* WHAT IS EXPECTED: Write the lines out again, from the top of the material to the line containing "position:relative; flex:1; overflow:hidden", pictures excluded.

•••••

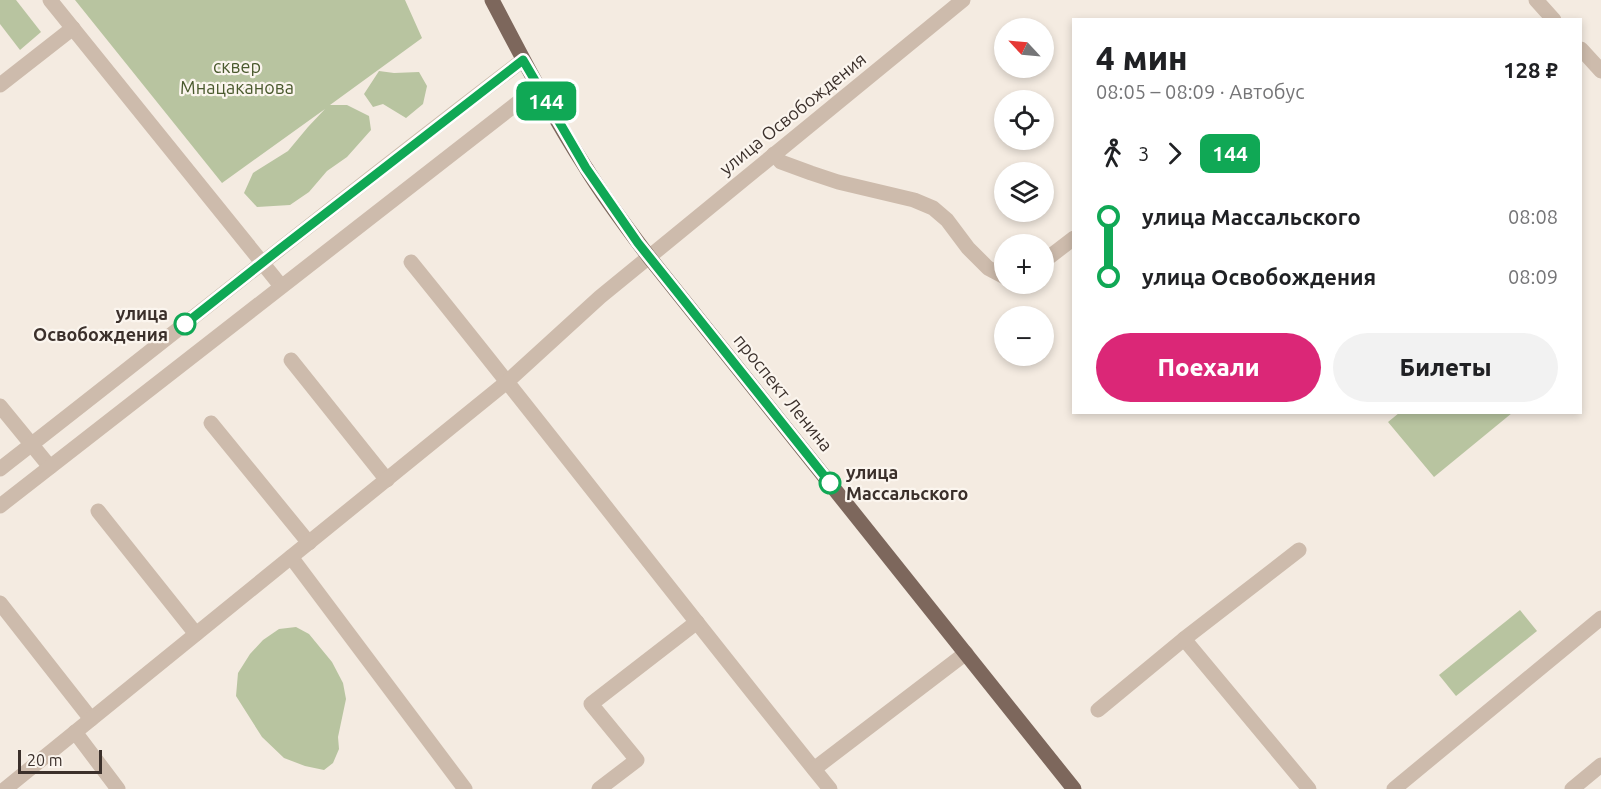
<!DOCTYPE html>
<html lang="ru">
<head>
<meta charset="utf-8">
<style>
	body { margin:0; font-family:Ubuntu,sans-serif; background:#f2f2f2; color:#202124; height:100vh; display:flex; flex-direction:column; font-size:22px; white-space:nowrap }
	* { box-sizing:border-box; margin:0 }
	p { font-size:20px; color:#757577 }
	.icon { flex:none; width:33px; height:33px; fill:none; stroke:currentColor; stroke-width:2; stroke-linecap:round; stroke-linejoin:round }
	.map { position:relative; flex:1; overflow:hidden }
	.drawer { position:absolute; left:1072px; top:18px; width:510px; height:396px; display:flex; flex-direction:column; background:#fff; border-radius:0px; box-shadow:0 3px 9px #0003 }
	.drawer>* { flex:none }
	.badge { padding:0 12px; border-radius:9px; font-size:21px; line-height:39px }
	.needle { width:39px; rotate:296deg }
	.fabs { position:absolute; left:994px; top:18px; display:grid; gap:12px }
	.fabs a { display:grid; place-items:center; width:60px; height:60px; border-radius:50%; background:#fff; box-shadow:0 3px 9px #0003; font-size:30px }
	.scale { position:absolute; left:18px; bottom:15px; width:84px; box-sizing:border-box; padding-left:6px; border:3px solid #3b302b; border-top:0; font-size:16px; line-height:21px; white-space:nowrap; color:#3b302b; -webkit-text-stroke:4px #fbf5ee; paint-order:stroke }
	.map>.badge { position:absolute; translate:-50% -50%; box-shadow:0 0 0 3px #fff }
	.legs { display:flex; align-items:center; gap:9px; height:66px; padding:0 24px; font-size:20px }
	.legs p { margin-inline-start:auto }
	.summary { display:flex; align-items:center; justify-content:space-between; height:102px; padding:0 24px }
	h1 { font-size:33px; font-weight:800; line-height:45px }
	.action { display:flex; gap:12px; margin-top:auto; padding:12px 24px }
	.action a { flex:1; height:69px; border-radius:36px; background:#db2777; color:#fff; font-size:24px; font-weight:800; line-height:69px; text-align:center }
	.action a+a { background:#f2f2f2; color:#202124 }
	ul { padding:0 24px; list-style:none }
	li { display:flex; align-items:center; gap:21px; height:60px; font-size:22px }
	li i { display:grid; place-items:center; width:9px; height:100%; margin:0 8px; background:currentColor }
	li i::after { content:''; width:15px; height:15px; margin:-8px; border:4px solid; border-radius:50%; background:#fff }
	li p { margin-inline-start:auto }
	li:first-child i { background:linear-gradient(#0000 50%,currentColor 0) }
	li:last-child i { background:linear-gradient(currentColor 50%,#0000 0) }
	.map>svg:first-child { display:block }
	.green { fill:#b8c4a0 }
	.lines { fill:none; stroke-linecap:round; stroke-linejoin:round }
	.lane { stroke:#cdbbac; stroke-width:15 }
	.street { stroke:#cdbbac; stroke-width:15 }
	.primary { stroke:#7d675c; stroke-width:15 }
	.line-1-casing { stroke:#fff; stroke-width:14 }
	.line-1 { stroke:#10a855; stroke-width:9 }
	.stop-1-dot { fill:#fff; stroke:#10a855; stroke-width:3 }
	.labels { text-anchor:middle; stroke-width:4.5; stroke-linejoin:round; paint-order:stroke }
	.park-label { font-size:18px; fill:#4a5a2e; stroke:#fbf5ee }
	.street-label { font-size:18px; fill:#3b302b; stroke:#fbf5ee }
	.stop-label { font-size:18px; font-weight:bold; fill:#3b302b; stroke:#fbf5ee; text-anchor:end }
</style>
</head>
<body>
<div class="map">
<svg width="1601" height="789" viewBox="0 0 1601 789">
	<rect width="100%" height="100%" fill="#f4ebe1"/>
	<g class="green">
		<path d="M0,0H16L41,32L20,50L0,24Z"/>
		<path d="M75,0H405L422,38L330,105H347L369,116L371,130L347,157L327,171L309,192L290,205L257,207L244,193L253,173L288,151L308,127L325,109L222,183Z"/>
		<path d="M379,71L394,73L419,72L427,86L423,104L406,118L383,104L373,107L364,94Z"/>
		<path d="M1399,413V412L1512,413L1434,477L1388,422Z"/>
		<path d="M1520,610L1537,631L1456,696L1439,675Z"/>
		<path d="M296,627L309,634L332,662L343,683L346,699L338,737L339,749L333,763L324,770L305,766L284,758L262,737L236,696L238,673L250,654L263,640L279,629Z"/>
	</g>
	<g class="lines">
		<g class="lane">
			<path d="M50,0L281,286"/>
			<path d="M0,85L73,28"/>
			<path d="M774,154L781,162L811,173L838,182L914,200L933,208L947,220L968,248L988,268L1005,277"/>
			<path d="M1044,261L1074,238"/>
			<path d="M411,262C552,436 689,615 830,789"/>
			<path d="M291,360L387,480"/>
			<path d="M0,406L50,467"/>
			<path d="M211,423L309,543"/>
			<path d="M98,511L196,634"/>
			<path d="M291,557L465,789"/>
			<path d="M0,603L91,719"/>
			<path d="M1184,639L1309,789"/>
			<path d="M1098,710L1184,639L1299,550"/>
			<path d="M75,732L118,789"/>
			<path d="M814,769L966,653"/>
			<path d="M5,789L508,381L600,297L649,257"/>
			<path d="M599,789L637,760L591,704L697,622"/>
			<path d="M1394,789L1601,618"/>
		</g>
		<g class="street">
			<path d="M1536,0L1554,20"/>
			<path d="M1581,49L1601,71"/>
			<path d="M649,257L963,0"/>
			<path d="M0,469C175,333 347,194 523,60"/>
			<path d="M0,506L538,87"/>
			<path d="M1572,789L1601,765"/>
		</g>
		<path class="primary" d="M492,0C522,57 551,114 586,168C605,199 627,228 649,257L1074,789"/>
	</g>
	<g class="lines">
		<g class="line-1-casing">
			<path id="line-1" d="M185,324L281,248L523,60L586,168L638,243L830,483"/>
		</g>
		<use href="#line-1" class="line-1"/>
	</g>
	<g class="stop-1-dot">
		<circle cx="185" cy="324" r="10"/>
		<circle cx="830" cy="483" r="10"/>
	</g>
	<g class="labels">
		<g class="park-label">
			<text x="237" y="73">сквер<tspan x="237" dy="21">Мнацаканова</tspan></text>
		</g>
		<g class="street-label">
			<text transform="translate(793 114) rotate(-39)" y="6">улица Освобождения</text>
			<text transform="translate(783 393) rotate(51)" y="6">проспект Ленина</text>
		</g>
		<g class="stop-label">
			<text x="168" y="320">улица<tspan x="168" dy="21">Освобождения</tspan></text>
			<text x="846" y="479" text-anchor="start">улица<tspan x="846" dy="21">Массальского</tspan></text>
		</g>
	</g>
</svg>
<div class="fabs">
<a><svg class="needle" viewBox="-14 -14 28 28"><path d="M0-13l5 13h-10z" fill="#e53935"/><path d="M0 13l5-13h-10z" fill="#757577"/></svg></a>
<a><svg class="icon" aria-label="locate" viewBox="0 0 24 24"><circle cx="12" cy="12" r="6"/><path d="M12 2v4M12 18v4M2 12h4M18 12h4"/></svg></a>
<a><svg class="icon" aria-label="layers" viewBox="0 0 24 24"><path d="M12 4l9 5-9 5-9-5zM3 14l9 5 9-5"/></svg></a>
<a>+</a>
<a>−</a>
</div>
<div class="scale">20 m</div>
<b class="badge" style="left:546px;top:101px;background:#10a855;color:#fff">144</b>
<section class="drawer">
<div class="summary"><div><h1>4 мин</h1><p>08:05 – 08:09 · Автобус</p></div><b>128 ₽</b></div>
<div class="legs"><svg class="icon" aria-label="walk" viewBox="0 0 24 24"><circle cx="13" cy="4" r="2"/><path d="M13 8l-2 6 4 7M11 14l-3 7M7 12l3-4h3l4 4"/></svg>3<svg class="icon" aria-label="forward" viewBox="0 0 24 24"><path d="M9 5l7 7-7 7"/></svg><b class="badge" style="background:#10a855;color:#fff">144</b></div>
<ul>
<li><i style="color:#10a855"></i><b>улица Массальского</b><p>08:08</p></li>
<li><i style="color:#10a855"></i><b>улица Освобождения</b><p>08:09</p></li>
</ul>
<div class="action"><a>Поехали</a><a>Билеты</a></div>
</section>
</div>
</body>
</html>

•••••

* THE ANSWER:
<!DOCTYPE html>
<html lang="ru">
<head>
<meta charset="utf-8">
<style>
	body { margin:0; font-family:Ubuntu,sans-serif; background:#f2f2f2; color:#202124; height:100vh; display:flex; flex-direction:column; font-size:22px; white-space:nowrap }
	* { box-sizing:border-box; margin:0 }
	p { font-size:20px; color:#757577 }
	.icon { flex:none; width:33px; height:33px; fill:none; stroke:currentColor; stroke-width:2; stroke-linecap:round; stroke-linejoin:round }
	.map { position:relative; flex:1; overflow:hidden }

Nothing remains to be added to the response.